1. A method of delivering a liposome or a micelle to a brain cell, comprising contacting the brain cell with the liposome or the micelle, the liposome or the micelle comprising ascorbate or an ascorbate derivative on an outer surface of the liposome or the micelle, the ascorbate or the ascorbate derivative contacting a sodium-dependent vitamin C transporter (SVCT) on the brain cell to thereby deliver the liposome or the micelle to the brain cell.

2. The method of claim 1, wherein the liposome or the micelle comprises a phospholipid conjugated to the ascorbate or the ascorbate derivative at the C6 position of the ascorbate or the ascorbate derivative.

3. The method of claim 2, wherein the phospholipid comprises a derivatized phospholipid.

4. The method of claim 3, wherein the derivatized phospholipid comprises polyethylene glycol (PEG).

5. The method of claim 4, wherein the ascorbate or the ascorbate derivative is conjugated to the derivatized phospholipid via the PEG.

6. The method of claim 5, wherein the derivatized phospholipid is PEG-l,2-distearoyl-sn- glycero-3-phosphoethanolamine.

7. The method of claim 1, wherein the liposome or the micelle comprises 6-Ascorbate- PEG- 1 ^-distearoyl-sn-glycero-S-phosphoethanolamine.

8. The method of claim 1, wherein about 50% to about 100% of the outer surface area of the liposome or the micelle comprises ascorbate.

9. The method of claim 1, wherein the ascorbate comprises about 20% to about 60% of the liposome or the micelle by weight.

10. The method of claim 1, wherein the brain cell is a choroid plexus cell.

11. The method of claim 10, wherein the liposome or the micelle crosses the blood-brain barrier to reach the brain cell.

12. The method of claim 1, wherein the liposome or the micelle further comprises a therapeutic agent or a detection agent.

13. The method of claim 12, wherein the liposome or the micelle delivers the therapeutic agent or the detection agent to the brain cell.

14. A method of delivering a therapeutic agent or a detection agent to a brain cell, comprising: contacting the brain cell with a liposome or a micelle comprising: (i) a therapeutic agent or a detection agent; and (ii) ascorbate or an ascorbate derivative on an outer surface of the liposome or the micelle, the ascorbate or the ascorbate derivative contacting a sodium-dependent vitamin C transporter (SVCT) on the brain cell to thereby deliver the therapeutic agent or the detection agent to the brain cell.

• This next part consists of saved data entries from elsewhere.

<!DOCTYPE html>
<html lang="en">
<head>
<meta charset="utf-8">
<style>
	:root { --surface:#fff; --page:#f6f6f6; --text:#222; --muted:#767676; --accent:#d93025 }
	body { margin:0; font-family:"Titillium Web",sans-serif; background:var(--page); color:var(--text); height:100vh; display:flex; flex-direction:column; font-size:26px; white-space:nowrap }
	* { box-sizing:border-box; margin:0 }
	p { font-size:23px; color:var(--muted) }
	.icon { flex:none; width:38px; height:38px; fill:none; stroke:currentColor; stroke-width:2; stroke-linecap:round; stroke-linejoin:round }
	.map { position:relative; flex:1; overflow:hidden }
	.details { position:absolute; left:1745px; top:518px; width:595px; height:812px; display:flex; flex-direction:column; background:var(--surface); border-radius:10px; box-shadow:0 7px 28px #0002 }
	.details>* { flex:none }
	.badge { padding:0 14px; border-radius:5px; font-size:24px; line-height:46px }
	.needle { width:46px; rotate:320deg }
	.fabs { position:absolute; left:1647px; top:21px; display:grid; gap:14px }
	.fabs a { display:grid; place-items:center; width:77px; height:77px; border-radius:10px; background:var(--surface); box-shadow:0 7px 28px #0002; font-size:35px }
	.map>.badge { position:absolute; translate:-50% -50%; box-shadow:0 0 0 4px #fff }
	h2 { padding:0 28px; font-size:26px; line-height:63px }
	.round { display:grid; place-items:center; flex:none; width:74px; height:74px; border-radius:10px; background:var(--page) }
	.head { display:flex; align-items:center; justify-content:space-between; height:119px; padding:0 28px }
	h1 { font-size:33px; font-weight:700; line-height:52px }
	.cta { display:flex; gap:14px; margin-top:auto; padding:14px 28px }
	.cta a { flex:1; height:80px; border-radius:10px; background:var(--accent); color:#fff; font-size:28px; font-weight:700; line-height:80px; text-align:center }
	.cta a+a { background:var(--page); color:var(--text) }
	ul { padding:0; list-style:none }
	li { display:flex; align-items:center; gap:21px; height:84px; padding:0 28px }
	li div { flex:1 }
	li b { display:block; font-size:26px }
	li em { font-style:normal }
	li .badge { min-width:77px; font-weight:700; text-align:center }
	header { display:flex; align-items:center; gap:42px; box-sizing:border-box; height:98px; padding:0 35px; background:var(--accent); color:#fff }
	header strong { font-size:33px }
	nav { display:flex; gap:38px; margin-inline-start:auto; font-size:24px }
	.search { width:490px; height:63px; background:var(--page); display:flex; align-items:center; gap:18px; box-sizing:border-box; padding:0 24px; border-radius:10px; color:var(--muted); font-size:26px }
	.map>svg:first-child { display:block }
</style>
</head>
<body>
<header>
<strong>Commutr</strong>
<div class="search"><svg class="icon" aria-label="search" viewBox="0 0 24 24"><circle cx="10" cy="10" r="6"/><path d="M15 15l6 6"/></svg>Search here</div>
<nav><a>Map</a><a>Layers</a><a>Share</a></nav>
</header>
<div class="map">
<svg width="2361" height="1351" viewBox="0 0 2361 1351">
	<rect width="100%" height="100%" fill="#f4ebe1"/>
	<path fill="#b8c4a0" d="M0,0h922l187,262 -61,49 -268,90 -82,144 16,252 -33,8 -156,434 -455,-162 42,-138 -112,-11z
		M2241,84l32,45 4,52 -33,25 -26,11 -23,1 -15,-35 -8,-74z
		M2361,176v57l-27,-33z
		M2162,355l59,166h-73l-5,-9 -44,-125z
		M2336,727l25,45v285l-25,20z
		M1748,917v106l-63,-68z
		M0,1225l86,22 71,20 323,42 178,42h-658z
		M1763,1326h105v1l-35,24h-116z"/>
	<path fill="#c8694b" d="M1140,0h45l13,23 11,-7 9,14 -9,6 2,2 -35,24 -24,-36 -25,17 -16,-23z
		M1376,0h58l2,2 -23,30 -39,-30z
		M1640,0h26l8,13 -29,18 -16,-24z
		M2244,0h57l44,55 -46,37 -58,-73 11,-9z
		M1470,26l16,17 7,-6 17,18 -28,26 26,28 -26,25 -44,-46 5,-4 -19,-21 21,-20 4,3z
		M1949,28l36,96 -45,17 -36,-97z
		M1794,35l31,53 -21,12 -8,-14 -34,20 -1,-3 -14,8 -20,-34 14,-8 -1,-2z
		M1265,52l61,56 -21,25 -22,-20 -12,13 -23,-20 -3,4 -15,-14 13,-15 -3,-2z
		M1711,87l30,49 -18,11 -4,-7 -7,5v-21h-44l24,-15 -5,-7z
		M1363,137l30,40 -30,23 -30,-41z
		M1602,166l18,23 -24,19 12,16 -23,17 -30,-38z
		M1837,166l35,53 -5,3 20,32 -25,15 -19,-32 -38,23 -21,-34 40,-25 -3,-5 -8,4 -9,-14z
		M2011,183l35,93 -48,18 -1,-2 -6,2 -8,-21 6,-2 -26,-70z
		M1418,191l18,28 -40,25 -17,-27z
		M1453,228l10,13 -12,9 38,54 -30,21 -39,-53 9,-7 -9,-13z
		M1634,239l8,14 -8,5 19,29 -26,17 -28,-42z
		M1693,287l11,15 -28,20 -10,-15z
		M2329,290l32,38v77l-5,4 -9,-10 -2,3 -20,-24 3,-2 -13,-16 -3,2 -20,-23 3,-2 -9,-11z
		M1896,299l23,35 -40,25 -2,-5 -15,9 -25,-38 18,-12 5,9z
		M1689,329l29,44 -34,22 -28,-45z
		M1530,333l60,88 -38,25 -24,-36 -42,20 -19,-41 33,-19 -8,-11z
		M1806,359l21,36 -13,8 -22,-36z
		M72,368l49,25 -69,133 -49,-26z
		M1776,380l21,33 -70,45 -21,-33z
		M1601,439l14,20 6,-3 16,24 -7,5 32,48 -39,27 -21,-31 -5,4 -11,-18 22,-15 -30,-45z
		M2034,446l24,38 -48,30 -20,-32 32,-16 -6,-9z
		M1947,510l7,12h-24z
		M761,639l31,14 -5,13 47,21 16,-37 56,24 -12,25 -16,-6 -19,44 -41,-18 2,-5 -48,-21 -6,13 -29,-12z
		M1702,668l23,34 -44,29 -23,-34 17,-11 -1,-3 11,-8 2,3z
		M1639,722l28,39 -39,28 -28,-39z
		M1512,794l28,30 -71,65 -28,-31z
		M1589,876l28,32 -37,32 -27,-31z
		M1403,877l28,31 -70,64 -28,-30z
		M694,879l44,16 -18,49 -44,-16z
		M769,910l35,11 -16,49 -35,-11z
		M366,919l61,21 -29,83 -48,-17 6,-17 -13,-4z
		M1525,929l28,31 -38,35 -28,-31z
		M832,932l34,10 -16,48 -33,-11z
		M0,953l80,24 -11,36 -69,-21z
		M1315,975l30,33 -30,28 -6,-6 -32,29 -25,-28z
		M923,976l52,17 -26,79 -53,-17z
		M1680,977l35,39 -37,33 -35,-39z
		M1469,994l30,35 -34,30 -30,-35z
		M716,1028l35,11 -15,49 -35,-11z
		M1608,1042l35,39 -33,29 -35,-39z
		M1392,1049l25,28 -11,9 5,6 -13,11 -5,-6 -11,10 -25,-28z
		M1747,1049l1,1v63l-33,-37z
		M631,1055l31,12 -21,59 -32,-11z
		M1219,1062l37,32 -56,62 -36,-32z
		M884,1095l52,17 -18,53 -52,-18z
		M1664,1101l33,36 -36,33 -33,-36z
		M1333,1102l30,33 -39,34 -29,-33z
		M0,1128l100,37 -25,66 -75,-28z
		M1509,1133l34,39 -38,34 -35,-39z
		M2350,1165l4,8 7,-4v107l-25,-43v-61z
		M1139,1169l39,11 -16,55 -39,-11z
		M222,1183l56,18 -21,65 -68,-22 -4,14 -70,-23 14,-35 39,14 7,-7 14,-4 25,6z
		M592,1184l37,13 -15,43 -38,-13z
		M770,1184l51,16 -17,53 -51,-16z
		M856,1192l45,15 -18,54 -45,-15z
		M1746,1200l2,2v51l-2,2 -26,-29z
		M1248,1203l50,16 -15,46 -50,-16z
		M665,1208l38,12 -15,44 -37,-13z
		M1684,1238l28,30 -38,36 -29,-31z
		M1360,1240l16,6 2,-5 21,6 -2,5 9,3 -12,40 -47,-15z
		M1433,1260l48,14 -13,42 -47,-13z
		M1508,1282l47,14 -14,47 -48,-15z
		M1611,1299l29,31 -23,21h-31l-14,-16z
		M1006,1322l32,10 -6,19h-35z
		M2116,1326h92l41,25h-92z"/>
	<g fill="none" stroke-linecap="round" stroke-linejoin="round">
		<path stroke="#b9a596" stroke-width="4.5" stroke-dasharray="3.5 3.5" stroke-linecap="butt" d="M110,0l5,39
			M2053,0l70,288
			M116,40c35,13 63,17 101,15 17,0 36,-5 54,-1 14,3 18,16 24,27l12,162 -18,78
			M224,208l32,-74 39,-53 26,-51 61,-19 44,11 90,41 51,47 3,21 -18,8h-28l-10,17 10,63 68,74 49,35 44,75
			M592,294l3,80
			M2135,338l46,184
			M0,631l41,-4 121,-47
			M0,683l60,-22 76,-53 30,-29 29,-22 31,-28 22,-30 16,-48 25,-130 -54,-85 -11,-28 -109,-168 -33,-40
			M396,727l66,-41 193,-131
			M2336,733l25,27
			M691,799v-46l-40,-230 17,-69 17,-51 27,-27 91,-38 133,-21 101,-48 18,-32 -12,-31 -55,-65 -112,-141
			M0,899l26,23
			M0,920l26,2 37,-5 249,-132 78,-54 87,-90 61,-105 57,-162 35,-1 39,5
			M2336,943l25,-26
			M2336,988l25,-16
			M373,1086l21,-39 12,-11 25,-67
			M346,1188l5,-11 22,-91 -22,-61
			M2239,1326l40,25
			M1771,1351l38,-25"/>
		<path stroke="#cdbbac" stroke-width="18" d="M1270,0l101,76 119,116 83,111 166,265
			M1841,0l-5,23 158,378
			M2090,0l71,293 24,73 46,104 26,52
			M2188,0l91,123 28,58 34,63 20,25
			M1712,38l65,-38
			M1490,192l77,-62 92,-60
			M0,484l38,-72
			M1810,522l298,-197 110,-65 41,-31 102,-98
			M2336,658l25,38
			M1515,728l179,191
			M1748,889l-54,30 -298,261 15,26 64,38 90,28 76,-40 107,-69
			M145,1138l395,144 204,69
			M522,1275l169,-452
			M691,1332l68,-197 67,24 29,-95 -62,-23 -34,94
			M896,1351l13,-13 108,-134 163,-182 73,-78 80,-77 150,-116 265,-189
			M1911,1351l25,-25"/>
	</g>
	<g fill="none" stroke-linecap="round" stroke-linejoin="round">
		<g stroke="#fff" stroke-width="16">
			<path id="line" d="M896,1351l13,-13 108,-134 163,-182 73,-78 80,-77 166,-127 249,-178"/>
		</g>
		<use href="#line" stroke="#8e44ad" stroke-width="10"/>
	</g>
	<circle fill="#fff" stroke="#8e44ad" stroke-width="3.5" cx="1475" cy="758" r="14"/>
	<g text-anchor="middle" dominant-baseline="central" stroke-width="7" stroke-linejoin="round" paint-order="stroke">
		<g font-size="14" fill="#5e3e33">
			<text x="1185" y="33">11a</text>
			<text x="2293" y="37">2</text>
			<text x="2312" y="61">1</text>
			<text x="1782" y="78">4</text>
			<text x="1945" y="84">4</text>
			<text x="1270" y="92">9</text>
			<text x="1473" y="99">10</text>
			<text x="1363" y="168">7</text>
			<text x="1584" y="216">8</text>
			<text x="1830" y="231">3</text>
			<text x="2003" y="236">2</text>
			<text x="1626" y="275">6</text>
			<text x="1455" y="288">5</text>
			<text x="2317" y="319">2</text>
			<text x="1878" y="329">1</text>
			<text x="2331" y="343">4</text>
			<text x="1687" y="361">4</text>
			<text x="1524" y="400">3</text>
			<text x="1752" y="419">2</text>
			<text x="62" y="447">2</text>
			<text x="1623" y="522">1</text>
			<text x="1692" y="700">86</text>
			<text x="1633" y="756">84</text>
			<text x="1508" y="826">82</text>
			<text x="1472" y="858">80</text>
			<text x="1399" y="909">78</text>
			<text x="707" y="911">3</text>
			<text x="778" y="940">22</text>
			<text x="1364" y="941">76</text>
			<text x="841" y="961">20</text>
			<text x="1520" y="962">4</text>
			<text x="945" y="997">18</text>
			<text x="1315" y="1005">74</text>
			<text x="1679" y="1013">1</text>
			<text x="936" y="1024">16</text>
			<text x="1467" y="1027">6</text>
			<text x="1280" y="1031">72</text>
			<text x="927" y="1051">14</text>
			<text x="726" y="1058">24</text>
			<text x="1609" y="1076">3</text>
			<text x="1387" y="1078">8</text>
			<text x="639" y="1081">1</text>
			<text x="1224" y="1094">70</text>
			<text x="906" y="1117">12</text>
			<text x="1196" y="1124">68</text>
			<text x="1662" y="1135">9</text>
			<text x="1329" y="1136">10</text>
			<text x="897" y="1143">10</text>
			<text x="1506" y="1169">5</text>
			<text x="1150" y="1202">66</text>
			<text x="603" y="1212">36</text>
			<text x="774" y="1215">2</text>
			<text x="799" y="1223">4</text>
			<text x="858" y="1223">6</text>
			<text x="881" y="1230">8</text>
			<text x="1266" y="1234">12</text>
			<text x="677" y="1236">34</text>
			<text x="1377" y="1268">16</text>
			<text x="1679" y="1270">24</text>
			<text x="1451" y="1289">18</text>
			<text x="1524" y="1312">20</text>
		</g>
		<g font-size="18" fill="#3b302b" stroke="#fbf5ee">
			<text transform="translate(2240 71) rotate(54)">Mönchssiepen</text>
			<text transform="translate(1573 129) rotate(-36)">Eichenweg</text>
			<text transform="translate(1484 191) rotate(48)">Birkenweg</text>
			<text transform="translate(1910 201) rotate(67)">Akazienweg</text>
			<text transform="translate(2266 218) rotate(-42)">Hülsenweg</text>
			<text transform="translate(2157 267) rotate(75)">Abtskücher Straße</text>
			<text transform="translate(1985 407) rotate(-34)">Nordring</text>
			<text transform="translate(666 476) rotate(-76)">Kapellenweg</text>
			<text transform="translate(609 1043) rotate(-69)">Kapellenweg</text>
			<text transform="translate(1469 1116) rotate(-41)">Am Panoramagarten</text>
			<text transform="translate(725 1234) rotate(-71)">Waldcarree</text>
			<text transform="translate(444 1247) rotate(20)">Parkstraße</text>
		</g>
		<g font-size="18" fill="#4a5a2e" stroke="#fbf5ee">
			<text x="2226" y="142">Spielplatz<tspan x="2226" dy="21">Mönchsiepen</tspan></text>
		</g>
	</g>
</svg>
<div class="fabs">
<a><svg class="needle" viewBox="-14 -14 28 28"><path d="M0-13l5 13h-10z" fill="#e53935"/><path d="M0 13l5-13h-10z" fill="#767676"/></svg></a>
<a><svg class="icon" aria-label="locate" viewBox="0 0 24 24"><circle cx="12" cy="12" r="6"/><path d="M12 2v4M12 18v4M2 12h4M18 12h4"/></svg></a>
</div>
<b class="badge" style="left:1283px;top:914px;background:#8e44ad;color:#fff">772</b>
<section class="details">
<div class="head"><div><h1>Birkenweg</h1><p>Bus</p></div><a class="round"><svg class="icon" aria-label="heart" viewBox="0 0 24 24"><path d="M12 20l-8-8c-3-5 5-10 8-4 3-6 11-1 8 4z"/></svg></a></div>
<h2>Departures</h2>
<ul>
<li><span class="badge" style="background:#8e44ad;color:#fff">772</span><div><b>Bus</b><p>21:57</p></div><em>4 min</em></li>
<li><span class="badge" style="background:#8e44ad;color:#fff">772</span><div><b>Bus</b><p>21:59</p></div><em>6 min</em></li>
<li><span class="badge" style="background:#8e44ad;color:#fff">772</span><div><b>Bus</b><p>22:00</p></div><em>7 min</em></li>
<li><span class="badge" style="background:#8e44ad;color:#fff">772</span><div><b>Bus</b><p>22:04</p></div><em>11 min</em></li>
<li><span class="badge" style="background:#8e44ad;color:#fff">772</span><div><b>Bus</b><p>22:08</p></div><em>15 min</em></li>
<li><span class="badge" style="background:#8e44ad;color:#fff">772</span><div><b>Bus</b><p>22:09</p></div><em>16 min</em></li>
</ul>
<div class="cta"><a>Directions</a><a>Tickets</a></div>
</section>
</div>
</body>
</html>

15. A method of treating a brain tumor, comprising: administering to a subject in need thereof a liposome or a micelle comprising: (i) a therapeutic agent; and

(ii) ascorbate or an ascorbate derivative on an outer surface of the liposome or the micelle, the ascorbate or the ascorbate derivative contacting a sodium-dependent vitamin C transporter on the brain tumor, thereby delivering the therapeutic agent to the brain tumor and treating the brain tumor.

16. A method of imaging a brain tumor, comprising: administering to a subject in need thereof a liposome or a micelle comprising: (i) a detection agent; and (ii) ascorbate or an ascorbate derivative on an outer surface of the liposome or the micelle, the ascorbate or the ascorbate derivative contacting a sodium-dependent vitamin C transporter on the brain tumor; and detecting the detection agent to thereby image the brain tumor.